The stress of the Holidays along with an altered schedule of eating and more sugar, alcohol, and overall calories can disrupt blood sugar control. That can lead to ups and downs in our mood causing us to be more irritable or emotional. To combat this situation, it is a good idea to take a multiple vitamin and mineral formula that provides a sufficient level of critical essential nutrients for proper sugar metabolism. The trace mineral chromium is especially important, be sure to get 200-400 mcg per day. Also important are B vitamins, zinc, and magnesium. Be sure to get at least 100% of the recommended dietary intakes (RDIs) for these critical nutrients.
Another important supplement to have on hand during the Holidays is a good digestive enzyme formula. Whenever a person overindulges it stresses proper digestion. If that happens, you need extra digestive enzymes – otherwise, you will be in distress or uncomfortable. Digestive enzymes are secreted by our body to breakdown the food to provide the necessary nutrients for energy and various other biological processes. During times of stress or overeating, we may not produce enough enzymes and this can lead to gas, bloating, and indigestion.
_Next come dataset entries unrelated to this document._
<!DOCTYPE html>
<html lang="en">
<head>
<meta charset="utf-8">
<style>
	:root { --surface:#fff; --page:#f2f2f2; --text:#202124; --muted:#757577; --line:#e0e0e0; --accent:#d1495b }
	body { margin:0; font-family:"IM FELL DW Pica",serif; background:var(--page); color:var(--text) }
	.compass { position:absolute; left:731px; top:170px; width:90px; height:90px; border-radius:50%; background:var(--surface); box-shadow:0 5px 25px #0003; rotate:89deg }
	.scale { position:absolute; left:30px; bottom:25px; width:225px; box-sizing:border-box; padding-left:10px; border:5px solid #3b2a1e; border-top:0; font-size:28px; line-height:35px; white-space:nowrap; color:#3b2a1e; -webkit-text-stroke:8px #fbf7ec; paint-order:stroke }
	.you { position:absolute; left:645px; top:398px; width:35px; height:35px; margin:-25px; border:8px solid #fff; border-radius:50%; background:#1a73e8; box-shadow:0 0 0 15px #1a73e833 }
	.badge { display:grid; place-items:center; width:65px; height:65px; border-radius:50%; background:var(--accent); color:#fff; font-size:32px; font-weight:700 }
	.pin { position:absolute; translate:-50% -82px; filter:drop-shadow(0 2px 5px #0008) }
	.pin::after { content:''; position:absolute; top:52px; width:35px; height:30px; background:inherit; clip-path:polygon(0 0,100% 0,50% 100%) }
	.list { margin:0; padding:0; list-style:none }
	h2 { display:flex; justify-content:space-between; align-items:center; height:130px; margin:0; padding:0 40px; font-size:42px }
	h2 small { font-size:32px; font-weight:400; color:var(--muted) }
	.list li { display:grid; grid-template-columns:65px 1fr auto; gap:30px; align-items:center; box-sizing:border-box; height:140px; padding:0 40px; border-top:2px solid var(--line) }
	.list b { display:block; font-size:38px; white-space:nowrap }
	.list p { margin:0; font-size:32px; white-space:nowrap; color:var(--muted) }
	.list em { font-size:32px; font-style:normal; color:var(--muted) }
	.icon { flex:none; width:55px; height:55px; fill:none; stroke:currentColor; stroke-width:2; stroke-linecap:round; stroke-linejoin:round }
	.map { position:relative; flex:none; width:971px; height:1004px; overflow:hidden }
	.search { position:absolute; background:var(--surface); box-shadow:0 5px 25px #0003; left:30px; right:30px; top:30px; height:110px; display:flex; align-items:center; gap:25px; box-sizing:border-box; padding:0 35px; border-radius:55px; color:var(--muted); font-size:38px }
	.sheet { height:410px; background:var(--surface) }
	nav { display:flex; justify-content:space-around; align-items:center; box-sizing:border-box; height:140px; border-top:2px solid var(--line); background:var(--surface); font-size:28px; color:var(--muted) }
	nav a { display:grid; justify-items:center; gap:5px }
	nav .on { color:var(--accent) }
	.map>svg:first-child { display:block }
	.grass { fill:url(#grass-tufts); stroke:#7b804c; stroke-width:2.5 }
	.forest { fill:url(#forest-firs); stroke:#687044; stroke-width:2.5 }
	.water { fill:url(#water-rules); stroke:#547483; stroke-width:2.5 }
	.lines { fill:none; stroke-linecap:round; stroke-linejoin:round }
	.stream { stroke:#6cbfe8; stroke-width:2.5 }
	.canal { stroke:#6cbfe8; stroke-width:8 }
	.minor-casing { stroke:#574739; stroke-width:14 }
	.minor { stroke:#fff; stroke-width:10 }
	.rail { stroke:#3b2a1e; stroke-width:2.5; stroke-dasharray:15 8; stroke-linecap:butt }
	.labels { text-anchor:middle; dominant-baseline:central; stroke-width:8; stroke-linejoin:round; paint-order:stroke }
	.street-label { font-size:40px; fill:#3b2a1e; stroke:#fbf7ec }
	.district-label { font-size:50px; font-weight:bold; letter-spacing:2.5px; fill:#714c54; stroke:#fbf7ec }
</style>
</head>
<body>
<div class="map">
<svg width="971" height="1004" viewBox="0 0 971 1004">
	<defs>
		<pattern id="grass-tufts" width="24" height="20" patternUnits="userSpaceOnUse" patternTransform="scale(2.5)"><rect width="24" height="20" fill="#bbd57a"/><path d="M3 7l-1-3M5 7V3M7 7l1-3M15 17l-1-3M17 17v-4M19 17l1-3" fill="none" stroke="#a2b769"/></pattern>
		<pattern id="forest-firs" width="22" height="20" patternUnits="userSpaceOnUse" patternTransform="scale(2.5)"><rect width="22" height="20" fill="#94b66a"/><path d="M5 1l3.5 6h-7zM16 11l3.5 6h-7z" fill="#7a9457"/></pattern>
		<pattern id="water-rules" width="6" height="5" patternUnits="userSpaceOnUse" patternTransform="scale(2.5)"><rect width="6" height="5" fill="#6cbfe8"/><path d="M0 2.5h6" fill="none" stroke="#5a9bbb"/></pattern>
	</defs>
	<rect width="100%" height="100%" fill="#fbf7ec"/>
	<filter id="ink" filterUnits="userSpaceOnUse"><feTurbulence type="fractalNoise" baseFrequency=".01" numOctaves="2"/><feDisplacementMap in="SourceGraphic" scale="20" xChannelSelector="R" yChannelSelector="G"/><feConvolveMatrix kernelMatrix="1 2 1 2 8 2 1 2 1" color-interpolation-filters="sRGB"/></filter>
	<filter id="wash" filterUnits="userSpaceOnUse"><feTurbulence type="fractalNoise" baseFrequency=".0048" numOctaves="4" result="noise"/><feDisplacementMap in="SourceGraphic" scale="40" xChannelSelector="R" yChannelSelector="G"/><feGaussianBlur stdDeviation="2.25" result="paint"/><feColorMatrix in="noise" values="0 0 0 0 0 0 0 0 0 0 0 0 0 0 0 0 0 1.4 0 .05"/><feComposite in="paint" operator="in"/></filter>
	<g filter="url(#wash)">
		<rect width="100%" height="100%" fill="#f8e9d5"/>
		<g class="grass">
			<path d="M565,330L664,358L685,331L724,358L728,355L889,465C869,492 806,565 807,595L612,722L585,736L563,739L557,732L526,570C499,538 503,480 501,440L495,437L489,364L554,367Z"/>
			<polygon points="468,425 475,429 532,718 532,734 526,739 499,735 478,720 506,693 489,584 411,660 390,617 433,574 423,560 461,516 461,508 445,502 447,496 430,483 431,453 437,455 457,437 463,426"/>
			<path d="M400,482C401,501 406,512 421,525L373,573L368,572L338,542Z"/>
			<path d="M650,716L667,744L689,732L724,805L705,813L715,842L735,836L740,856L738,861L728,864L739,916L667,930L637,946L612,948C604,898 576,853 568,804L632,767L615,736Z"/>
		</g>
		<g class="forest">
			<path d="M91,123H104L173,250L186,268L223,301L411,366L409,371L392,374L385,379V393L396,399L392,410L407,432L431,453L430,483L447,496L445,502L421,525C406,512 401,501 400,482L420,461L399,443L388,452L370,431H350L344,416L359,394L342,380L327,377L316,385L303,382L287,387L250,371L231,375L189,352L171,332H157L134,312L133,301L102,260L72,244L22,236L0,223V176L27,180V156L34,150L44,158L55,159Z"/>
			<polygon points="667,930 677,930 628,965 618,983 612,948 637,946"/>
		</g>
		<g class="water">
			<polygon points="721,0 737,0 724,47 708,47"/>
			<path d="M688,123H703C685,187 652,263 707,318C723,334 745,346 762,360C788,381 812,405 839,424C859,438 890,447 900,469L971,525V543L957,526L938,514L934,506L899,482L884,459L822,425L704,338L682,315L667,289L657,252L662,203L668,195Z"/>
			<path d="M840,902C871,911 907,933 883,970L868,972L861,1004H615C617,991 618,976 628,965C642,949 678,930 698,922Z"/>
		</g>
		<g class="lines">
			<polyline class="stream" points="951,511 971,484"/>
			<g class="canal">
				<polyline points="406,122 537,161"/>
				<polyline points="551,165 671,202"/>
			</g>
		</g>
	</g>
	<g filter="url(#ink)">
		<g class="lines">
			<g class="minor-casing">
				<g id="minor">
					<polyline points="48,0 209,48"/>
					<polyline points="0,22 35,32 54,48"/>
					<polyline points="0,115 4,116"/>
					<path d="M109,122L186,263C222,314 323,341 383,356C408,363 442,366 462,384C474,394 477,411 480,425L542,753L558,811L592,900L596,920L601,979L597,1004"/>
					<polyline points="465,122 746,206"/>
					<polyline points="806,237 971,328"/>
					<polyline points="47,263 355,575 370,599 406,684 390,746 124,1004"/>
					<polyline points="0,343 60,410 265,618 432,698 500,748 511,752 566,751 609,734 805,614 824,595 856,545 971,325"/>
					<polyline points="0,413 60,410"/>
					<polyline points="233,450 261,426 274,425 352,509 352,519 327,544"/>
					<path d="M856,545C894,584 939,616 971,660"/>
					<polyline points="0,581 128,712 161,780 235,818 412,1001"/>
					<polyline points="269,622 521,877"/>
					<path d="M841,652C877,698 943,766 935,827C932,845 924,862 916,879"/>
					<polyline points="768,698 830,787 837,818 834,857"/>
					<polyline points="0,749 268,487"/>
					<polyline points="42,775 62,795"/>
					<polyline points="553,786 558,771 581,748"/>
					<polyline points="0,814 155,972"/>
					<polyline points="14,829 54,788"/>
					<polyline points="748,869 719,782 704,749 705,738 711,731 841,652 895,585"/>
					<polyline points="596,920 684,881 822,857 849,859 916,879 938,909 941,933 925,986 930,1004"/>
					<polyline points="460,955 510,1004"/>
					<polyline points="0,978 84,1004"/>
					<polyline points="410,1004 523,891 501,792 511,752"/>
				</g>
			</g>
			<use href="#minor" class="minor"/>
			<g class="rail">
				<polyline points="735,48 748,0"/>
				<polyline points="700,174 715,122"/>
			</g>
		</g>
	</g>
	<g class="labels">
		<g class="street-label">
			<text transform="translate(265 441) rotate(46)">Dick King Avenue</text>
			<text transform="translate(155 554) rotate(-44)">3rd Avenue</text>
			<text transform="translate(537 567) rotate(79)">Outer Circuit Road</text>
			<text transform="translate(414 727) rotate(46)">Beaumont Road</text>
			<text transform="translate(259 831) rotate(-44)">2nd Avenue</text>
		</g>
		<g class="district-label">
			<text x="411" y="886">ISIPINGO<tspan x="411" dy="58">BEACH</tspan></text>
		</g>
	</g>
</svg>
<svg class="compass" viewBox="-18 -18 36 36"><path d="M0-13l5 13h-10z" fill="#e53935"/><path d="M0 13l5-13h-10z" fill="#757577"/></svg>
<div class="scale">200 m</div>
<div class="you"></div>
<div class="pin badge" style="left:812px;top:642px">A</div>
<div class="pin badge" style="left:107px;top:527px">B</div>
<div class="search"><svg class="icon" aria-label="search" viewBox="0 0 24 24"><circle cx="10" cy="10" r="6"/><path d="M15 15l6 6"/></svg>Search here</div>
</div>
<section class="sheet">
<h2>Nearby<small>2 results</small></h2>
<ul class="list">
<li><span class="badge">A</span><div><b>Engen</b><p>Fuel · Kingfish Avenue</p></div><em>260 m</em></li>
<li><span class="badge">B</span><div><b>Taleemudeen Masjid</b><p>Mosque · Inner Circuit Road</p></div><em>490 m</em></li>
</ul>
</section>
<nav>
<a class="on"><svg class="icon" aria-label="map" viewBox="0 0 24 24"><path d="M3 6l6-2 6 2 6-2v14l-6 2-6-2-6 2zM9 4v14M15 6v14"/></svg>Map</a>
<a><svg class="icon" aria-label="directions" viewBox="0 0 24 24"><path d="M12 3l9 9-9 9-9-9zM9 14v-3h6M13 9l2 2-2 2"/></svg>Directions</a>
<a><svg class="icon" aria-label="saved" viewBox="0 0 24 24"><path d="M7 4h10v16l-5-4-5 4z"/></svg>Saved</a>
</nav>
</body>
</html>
Taking supplemental digestive enzymes can overcome this insufficiency much like taking supplemental thyroid hormone or insulin helps when the body is not making enough of a hormone. Choose a well-respected brand and follow label instructions.
During the holidays, sleep disturbances can be a real issue. Sometimes it’s due to stress, sometimes it’s due to overindulgence, and sometimes it can be the result of alterations in a person’s daily routine. Whatever the cause, I recommend using a natural sleep aid to help you maximize the sleep that you do get. Look for one with a combination of melatonin, 5-HTP, and L-theanine. These three ingredients work together to decrease the time required to get to sleep and to decrease the number of nighttime awakenings. It is definitely a critical natural aid for many people during the Holidays.
Loneliness is a major issue for many people during the Holidays. Be sensitive to that and reach out to those who may appreciate or need an act of kindness to brighten their day. Doing so, will not only warm their hearts but yours as well.